The Alice NetworkThe Alice Network by Kate Quinn
My rating: 4 of 5 stars

The Alice Network takes my favorite approach for historical fiction: real events and real-life people make an appearance, but the POV characters are entirely fictitious. So you learn some amazing facts about history, but the author also has the freedom to shape an exciting narrative and delve into character psychology in a way that isn’t strictly limited by the truth. There really was a WWI spy network in northern France led by a woman code-named Alice, and the Germans did indeed commit many atrocities during their occupations of France in both the 1910s and the 1940s. But we meet “Alice” and learn about this history via two invented heroines: Eve, a stammering file clerk turned WWI secret agent, and Charlie, an American college student seeking the truth about what happened to her beloved cousin in WWII.

A lot of the top reviews of this book on Goodreads complain about the latter storyline and, okay, Charlie’s story about driving around France in 1947 looking for news of her cousin was never going to be as exciting or high-stakes as Eve’s story about working undercover in occupied Lille in 1915, literally sleeping with the enemy. Still, I didn’t hate the Charlie chapters—I just found them a bit perfunctory at times. More often, though, I was impressed by Kate Quinn’s command of pacing and narrative—the book is nearly 500 pages long but it flew by, each chapter filling in some of the gaps in Eve’s past while also raising new questions that keep you reading.

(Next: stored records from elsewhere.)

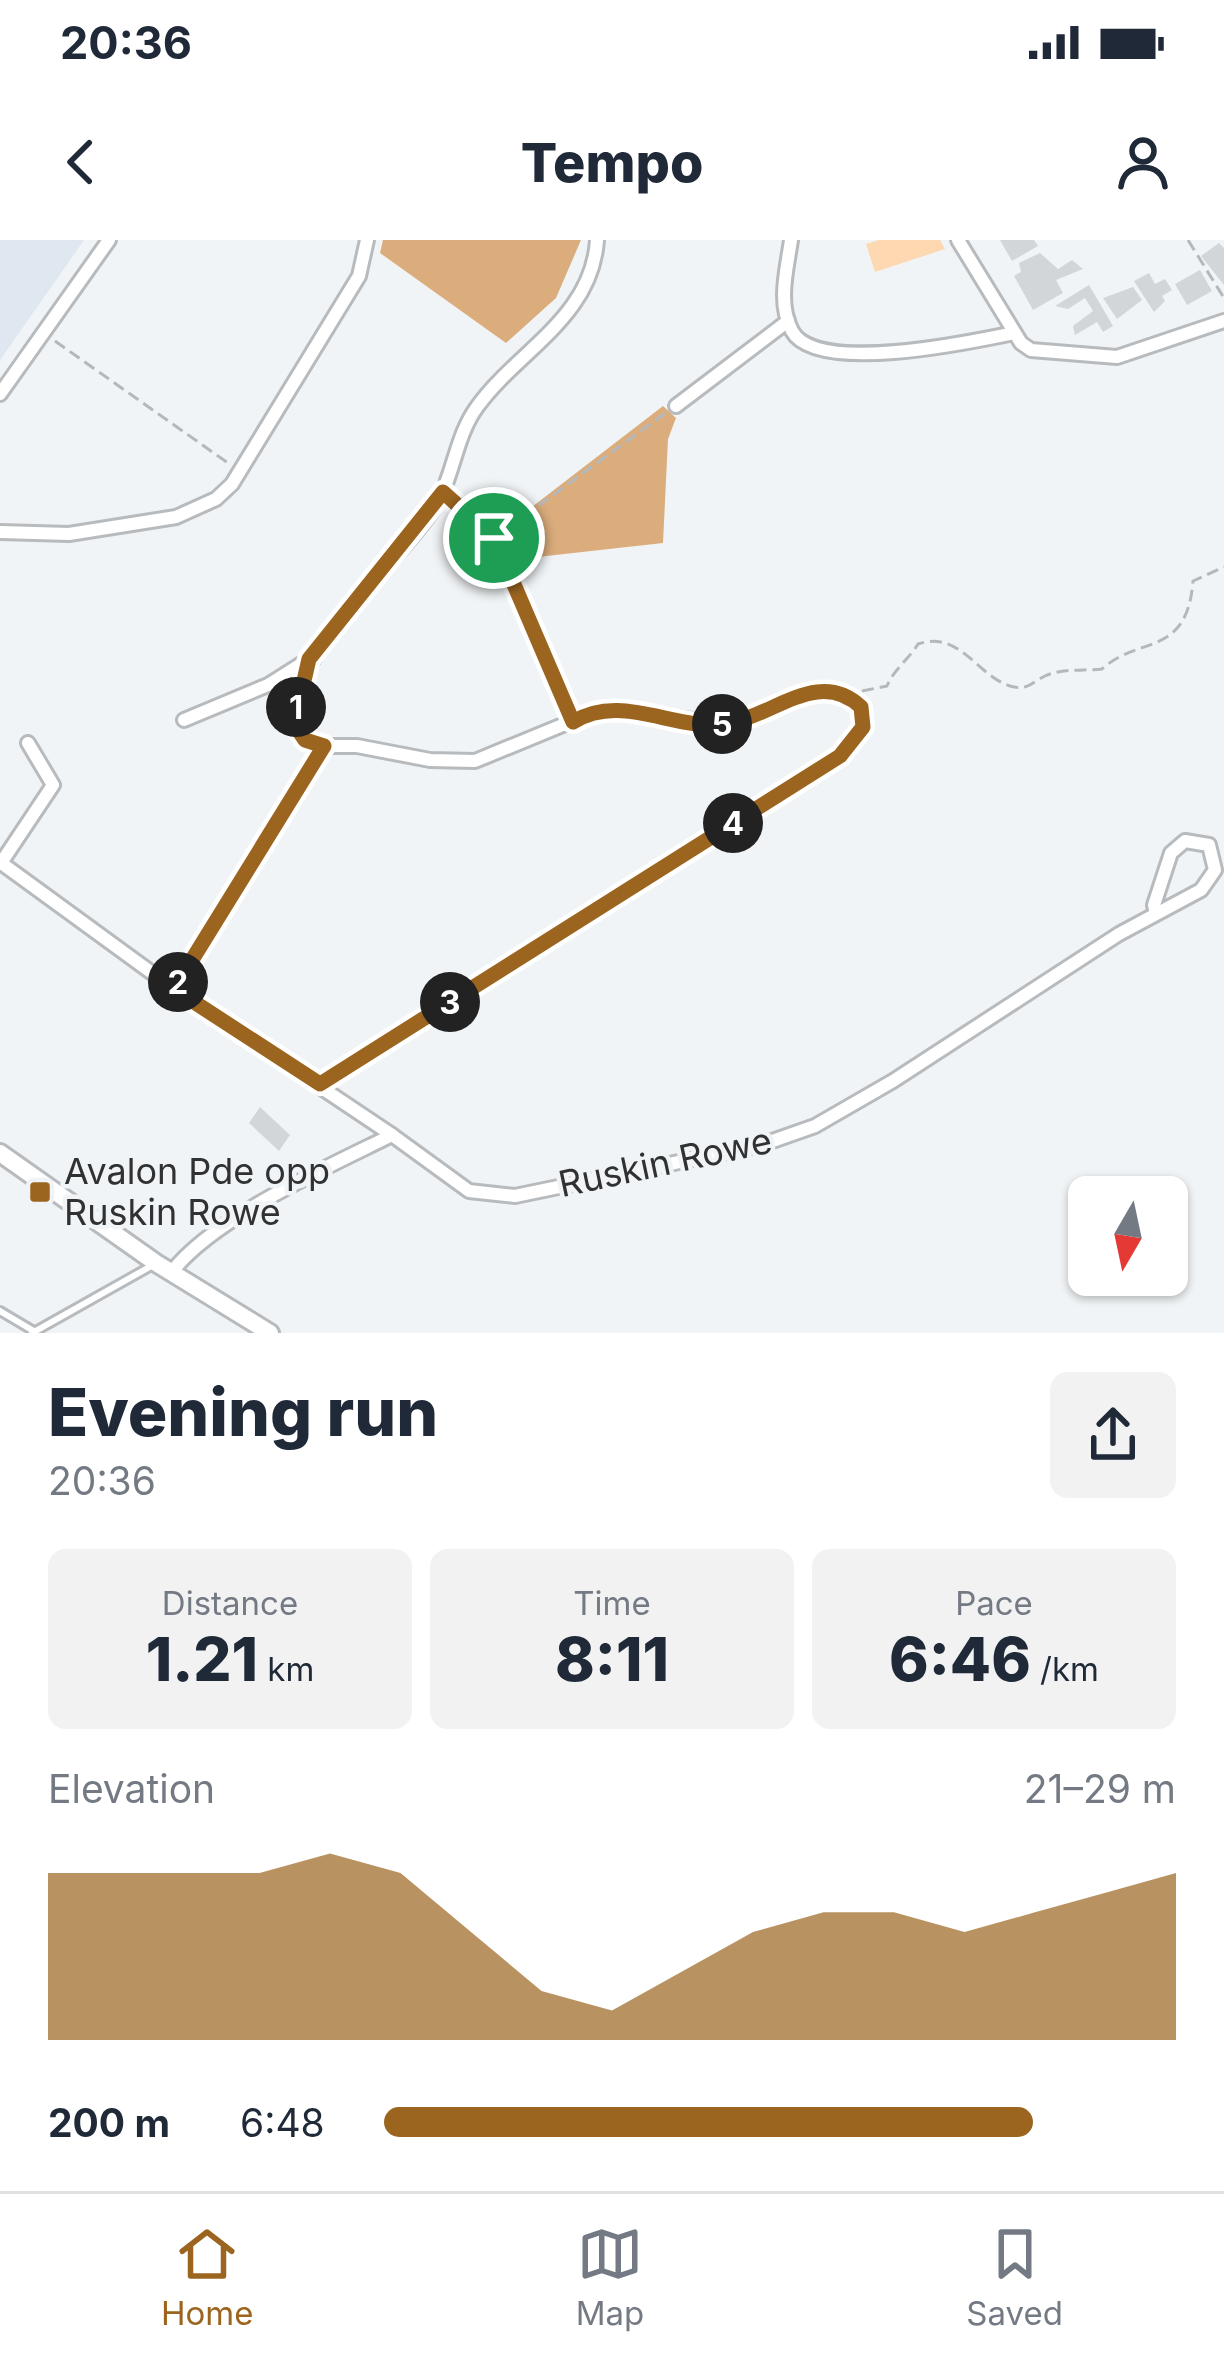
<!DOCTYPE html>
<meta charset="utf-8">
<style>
body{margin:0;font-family:Inter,sans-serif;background:#f2f2f3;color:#1f2937;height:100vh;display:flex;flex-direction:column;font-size:45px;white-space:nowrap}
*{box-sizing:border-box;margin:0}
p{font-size:39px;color:#747a83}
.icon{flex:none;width:66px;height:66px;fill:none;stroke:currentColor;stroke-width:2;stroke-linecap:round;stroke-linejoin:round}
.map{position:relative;height:1093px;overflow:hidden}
.drawer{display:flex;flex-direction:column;background:#fff;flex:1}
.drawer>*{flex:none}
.needle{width:78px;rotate:189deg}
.tools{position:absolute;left:1068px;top:936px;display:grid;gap:24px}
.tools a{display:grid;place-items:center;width:120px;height:120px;border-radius:18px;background:#fff;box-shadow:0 3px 9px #0004;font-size:60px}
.pin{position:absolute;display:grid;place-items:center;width:102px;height:102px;color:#fff;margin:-51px;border:6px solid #fff;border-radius:50%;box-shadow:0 3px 12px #0007}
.km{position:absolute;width:60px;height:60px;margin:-30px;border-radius:50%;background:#222;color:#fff;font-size:33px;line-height:60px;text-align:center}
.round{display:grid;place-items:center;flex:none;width:126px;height:126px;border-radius:18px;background:#f2f2f3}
.headline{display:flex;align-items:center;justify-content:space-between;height:204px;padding:0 48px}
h1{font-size:66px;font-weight:800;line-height:90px}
.figures{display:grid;grid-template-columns:repeat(3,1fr);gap:18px;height:204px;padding:12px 48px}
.figures div{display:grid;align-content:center;border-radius:18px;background:#f2f2f3;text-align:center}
.figures b{font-size:60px;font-weight:800}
.figures small{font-size:33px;font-weight:400}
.figures p{font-size:33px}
.chart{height:336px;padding:24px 48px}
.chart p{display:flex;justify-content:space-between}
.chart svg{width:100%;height:216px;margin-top:12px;fill:#9c651f;opacity:.7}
ul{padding:0 48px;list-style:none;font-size:39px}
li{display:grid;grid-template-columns:192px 144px 1fr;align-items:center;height:90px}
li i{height:30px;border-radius:15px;background:#9c651f}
.status{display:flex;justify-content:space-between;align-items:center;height:84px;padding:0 60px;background:#fff;direction:ltr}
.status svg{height:33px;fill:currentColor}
header{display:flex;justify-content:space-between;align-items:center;height:156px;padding:0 48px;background:#fff;font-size:54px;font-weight:800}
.tab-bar{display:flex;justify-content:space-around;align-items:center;height:168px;border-top:3px solid #e0e1e3;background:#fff;font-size:33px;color:#747a83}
.tab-bar a{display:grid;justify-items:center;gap:6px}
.tab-bar .on{color:#9c651f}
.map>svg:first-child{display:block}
.built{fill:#dfe7f0}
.green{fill:#fdd8b1}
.forest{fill:#dbad7c}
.building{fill:#d3d6d8}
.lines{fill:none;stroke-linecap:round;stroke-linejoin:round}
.service-casing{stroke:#b8bbbe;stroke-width:12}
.minor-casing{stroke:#b8bbbe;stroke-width:18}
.tertiary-casing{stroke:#b8bbbe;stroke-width:22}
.path{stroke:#b5b8ba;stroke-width:3;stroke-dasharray:12 6;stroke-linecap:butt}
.service{stroke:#fff;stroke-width:6}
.minor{stroke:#fff;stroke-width:12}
.tertiary{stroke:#fff;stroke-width:16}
.route-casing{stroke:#fff;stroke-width:24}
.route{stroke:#9c651f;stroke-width:15}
.poi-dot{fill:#9c651f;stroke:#f1f4f6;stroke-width:4.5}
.labels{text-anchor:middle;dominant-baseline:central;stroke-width:9;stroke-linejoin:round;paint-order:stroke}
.street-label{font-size:36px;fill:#303132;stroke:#f1f4f6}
.poi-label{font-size:36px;fill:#303132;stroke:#f1f4f6;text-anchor:start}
</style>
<div class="status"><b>20:36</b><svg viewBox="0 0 49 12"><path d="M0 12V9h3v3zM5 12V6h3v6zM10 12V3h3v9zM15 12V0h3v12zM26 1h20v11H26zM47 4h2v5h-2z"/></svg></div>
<header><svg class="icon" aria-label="back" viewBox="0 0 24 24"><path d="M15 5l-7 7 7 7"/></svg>Tempo<svg class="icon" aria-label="person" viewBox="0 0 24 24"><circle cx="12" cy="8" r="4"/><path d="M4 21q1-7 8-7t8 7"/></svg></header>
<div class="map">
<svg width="1224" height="1093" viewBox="0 0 1224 1093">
<rect width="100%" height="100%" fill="#f1f4f6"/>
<!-- built -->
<polygon class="built" points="0,0 84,0 0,120"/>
<!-- green -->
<polygon class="green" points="879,0 940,0 945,9 875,32 866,4"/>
<!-- forest -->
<g class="forest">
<polygon points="383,0 581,0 556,58 506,103 380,13"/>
<polygon points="663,166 676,178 668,199 663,303 493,322 481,296 502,290"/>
</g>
<!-- building -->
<g class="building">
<polygon points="1000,0 1034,0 1038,6 1012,21"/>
<polygon points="1219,3 1224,8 1224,45 1201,16"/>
<polygon points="1040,13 1058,29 1072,20 1083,29 1056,40 1063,53 1033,70 1014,36 1021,32 1019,23"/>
<polygon points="1200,30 1212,51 1187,65 1175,44"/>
<polygon points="1149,33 1155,44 1165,39 1172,50 1162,56 1165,61 1154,72 1134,41"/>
<polygon points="1089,45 1113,86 1103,92 1097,82 1075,95 1073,86 1093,71 1085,58 1068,69 1055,66"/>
<polygon points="1133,47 1142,60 1117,79 1103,58"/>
<polygon points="260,867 290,895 279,911 249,883"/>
</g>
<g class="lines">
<!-- service casing -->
<g class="service-casing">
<g id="service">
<polyline points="0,1071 32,1090"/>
<polyline points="32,1093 153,1025"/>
</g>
</g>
<!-- minor casing -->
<g class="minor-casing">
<g id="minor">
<path d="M791 0C787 29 777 63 792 91 816 135 971 102 1014 93"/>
<polyline points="958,0 1021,103 1031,110 1117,117 1224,81"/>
<polyline points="0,154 109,0"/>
<polyline points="676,166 788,81"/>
<polyline points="0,292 69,294 176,277 216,259 232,244 359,36 367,0"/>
<polyline points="184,480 268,445 309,419"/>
<polyline points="0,622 174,749 392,895"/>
<polyline points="1,623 53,545 28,503"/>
<polyline points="174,749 324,506"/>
<path d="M320 844 840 516 863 487 861 468 847 454 822 450 730 484 599 470 475 521 430 520 357 506H315L298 494C274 424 398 325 434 268 454 237 455 197 477 167 517 111 592 78 597 0"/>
<path d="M171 1033C212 978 330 926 392 895L469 951 515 956 761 905 815 886 893 841 1119 694 1201 650 1215 630 1209 605 1185 601 1171 613 1154 665 1156 674"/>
</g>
</g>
<!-- tertiary casing -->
<g class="tertiary-casing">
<polyline id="tertiary" points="0,913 156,1023 270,1093"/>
</g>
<!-- path -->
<g class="path">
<polyline points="1188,0 1224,58"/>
<polyline points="55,101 228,223"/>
<polyline points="455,258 494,298 567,470"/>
<polyline points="495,297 667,172"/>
<path d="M862 451 887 446C894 429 909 419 918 404 960 390 976 435 1010 446 1028 451 1031 443 1045 436 1063 428 1083 431 1102 429 1139 395 1187 418 1193 341L1224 327"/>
</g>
<!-- service -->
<use href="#service" class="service"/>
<!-- minor -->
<use href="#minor" class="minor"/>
<!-- tertiary -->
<use href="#tertiary" class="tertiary"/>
</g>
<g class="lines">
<!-- route casing -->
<g class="route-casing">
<path id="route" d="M443 252 494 298 573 482C624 451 677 494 730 483 776 474 819 428 861 467L863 487 840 516 320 844 174 749 324 506 305 500 294 484 309 419Z"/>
</g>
<!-- route -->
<use href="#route" class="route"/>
</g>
<!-- markers -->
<rect class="poi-dot" x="28" y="940" width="24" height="24" rx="6"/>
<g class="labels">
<!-- street labels -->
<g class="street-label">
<text transform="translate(665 922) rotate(-12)">Ruskin Rowe</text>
</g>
<!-- poi labels -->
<g class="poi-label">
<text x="64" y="931">Avalon Pde opp<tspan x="64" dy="41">Ruskin Rowe</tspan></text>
</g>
</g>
</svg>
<div class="tools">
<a><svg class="needle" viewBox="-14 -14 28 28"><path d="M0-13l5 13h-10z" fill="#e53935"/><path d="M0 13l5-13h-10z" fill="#747a83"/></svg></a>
</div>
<div class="pin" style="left:494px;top:298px;background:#1e9e55"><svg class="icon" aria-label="arrive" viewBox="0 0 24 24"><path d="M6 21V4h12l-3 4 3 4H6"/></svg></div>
<b class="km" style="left:296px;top:467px">1</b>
<b class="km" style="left:178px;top:742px">2</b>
<b class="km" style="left:450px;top:762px">3</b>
<b class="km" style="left:733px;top:583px">4</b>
<b class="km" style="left:722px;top:484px">5</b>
</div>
<section class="drawer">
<div class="headline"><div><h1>Evening run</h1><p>20:36</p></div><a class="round"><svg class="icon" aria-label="share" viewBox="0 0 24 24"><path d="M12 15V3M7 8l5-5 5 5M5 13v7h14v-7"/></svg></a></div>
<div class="figures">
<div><p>Distance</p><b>1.21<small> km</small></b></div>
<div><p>Time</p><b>8:11</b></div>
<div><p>Pace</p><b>6:46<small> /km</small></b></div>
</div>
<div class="chart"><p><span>Elevation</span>21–29 m</p>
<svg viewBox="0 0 160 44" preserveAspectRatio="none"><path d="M0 44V10L10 10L20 10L30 10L40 6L50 10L60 22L70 34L80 38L90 30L100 22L110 18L120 18L130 22L140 18L150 14L160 10V44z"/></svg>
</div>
<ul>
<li><b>200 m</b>6:48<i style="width:82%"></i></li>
</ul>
</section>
<nav class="tab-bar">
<a class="on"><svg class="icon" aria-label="home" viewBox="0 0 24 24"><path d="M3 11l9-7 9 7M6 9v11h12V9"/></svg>Home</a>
<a><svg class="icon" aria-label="map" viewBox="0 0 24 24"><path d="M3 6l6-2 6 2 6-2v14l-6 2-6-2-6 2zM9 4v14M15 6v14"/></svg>Map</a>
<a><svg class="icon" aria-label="saved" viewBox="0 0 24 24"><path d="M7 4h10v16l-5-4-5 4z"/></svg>Saved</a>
</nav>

There are some formulaic (if entertaining) elements here, like Charlie’s romance with a rugged Scotsman who’s good with his hands. Still, the novel is admirably willing to engage with the all-encompassing trauma of war and the toll it exacted on women like Eve and “Alice.” (Not to mention the toll exacted on France when Germany invaded it twice in 25 years!) In some ways, working as a spy allows Eve to find her true strength and exercise talents no one ever thought she had; in other ways, it breaks her almost beyond repair. The scene where Eve is drugged and tortured is probably the best writing in the book, a sort of Art Nouveau fever dream.

On a lighter note, I’m impressed that this is a commercially minded book by an American author that takes place everywhere in France but Paris. Americans have such a tendency to romanticize Paris and forget that the rest of France exists, so it’s really refreshing to come across a novel that stops only briefly on the outskirts of Paris, and spends most of its time in Lille, Limoges, and Grasse!